The coping skills will be written on the inside of the fortune-teller, but first, you also need to put colors and numbers on the outside flaps. When playing the game, these will help determine what coping skills the person lands on. Here's what you need to do:

  • Step One: Flatten out your fortune teller. When flat, the fortune-teller should be square. On one side of the square, you will see four smaller squares and on the other, there are triangles.
  • Step Two: On the side with the four smaller squares, you are going to put colors. You can either color the whole square, a part of the square, or write the name of the color. It’s up to you.
  • Step Three: Flip the fortune-teller over to the side with the triangles. On this side, there are 8 small triangles (within four larger triangles. Within the small triangles, write the numbers 1-8.
  • Step Four: Finally, flip over the four larger triangles. In each of the smaller triangles, write one coping skill. You will write down 8 total coping skills.
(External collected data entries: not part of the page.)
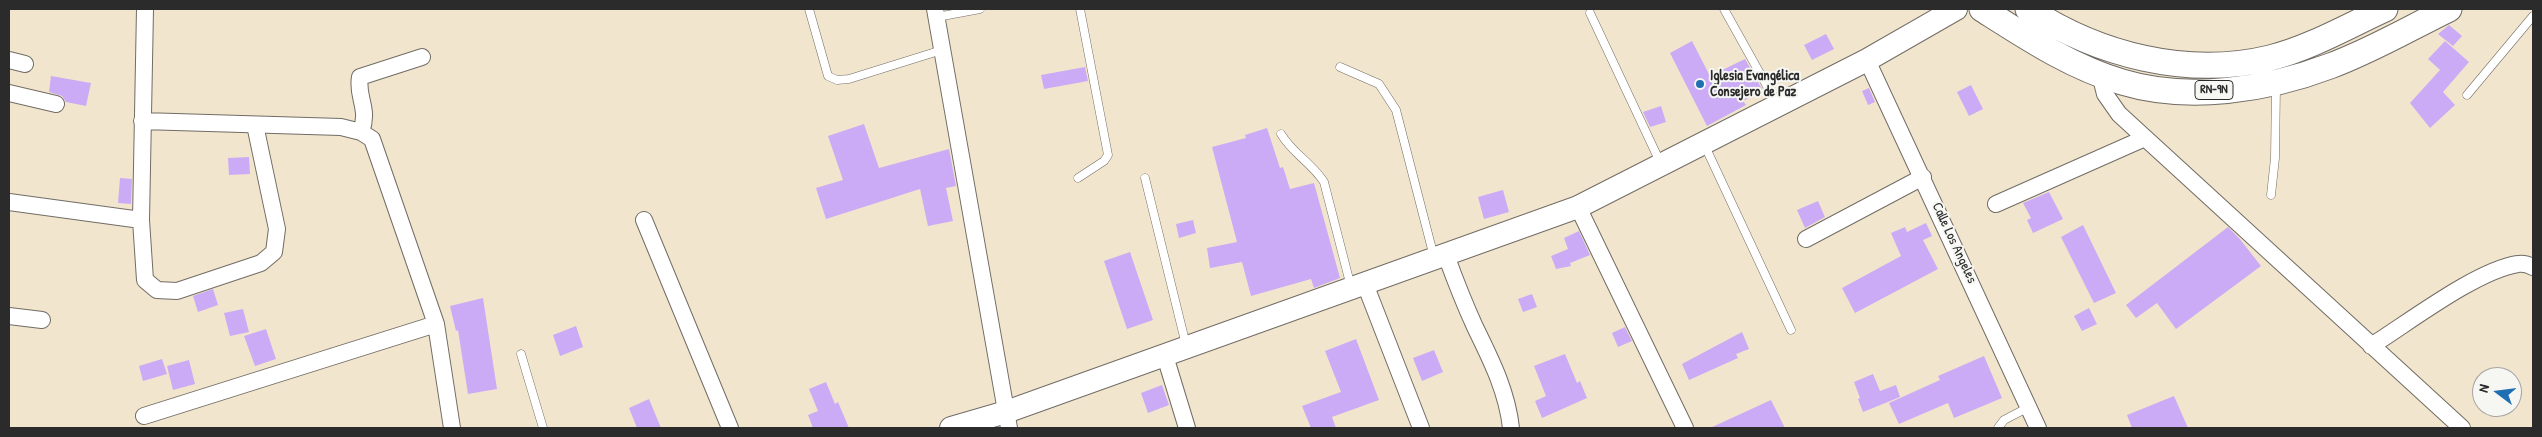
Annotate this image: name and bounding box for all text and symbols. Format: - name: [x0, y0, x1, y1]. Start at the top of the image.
- place label: Iglesia Evangélica Consejero de Paz: [1710, 68, 1799, 100]
- marker: Iglesia Evangélica Consejero de Paz: [1694, 78, 1706, 90]
- road number: RN-9N: [2195, 80, 2233, 100]
- street label: Calle Los Angeles: [1928, 200, 1980, 286]
- north arrow: [2472, 367, 2522, 417]
- text: N: [2473, 382, 2493, 394]

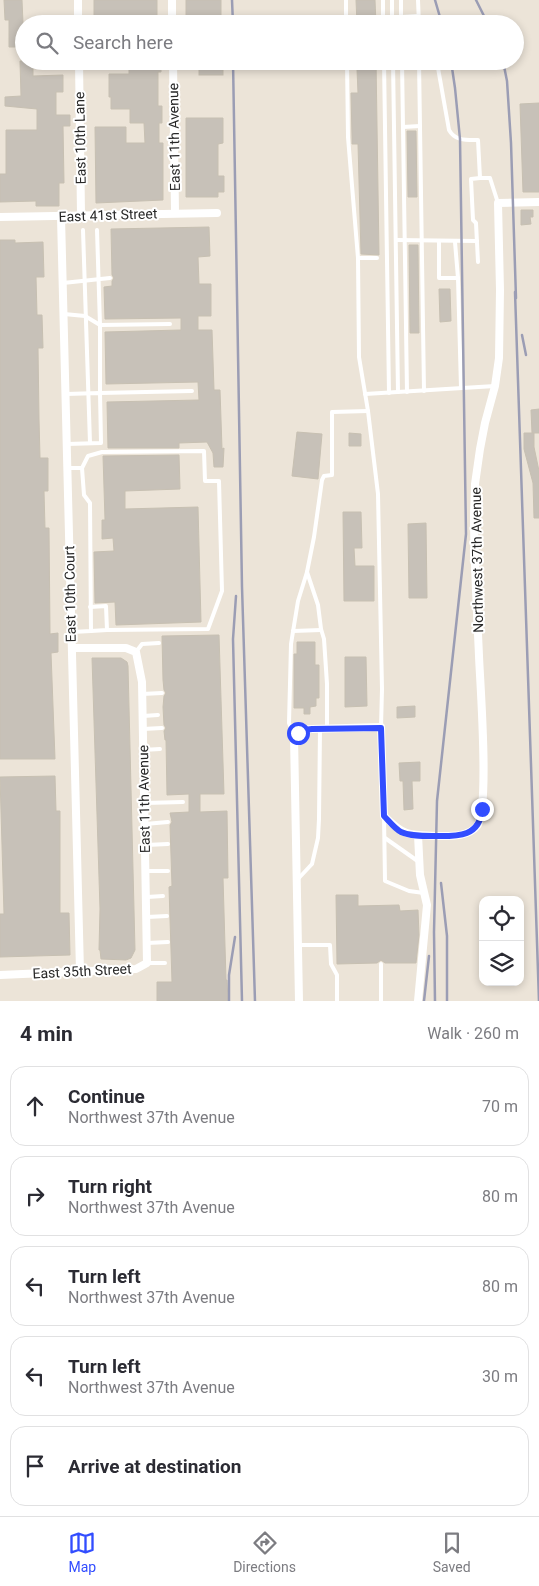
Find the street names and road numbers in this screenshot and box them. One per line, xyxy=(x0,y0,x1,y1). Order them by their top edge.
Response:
street label: East 11th Avenue xyxy=(165,83,183,191)
street label: East 10th Lane xyxy=(71,92,89,184)
street label: East 41st Street xyxy=(58,205,158,225)
street label: Northwest 37th Avenue xyxy=(468,487,486,633)
street label: East 10th Court xyxy=(61,545,79,643)
street label: East 11th Avenue xyxy=(135,745,153,853)
street label: East 35th Street xyxy=(32,960,132,982)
Playing the game: If you don’t know how to play the game, we recommend watching the video above around the 9-minute mark. It's kind of hard to explain in writing, but basically, the person playing the game will pick a color. The person moving the fortune teller (can be yourself) will spell out the color while pinching and pulling the fortune-teller.

Next, the person playing looks inside the fortune teller and picks a number. The person moving the fortune teller repeats the pinching and pulling while counting to the selected number.

Finally, the person playing will look inside the fortune-teller and select another number. Now the person moving the fortune teller will lift up the flap corresponding to that number and whatever coping skill is written underneath is the coping skill the person should do.

Activity Wrap Up Ideas:

  • Ask the group what coping skills would be most helpful to them.
  • Process if group members have used the coping skills suggested on the fortune tellers. Did it help you feel better? What helps you the most? Which coping skills would they like to try?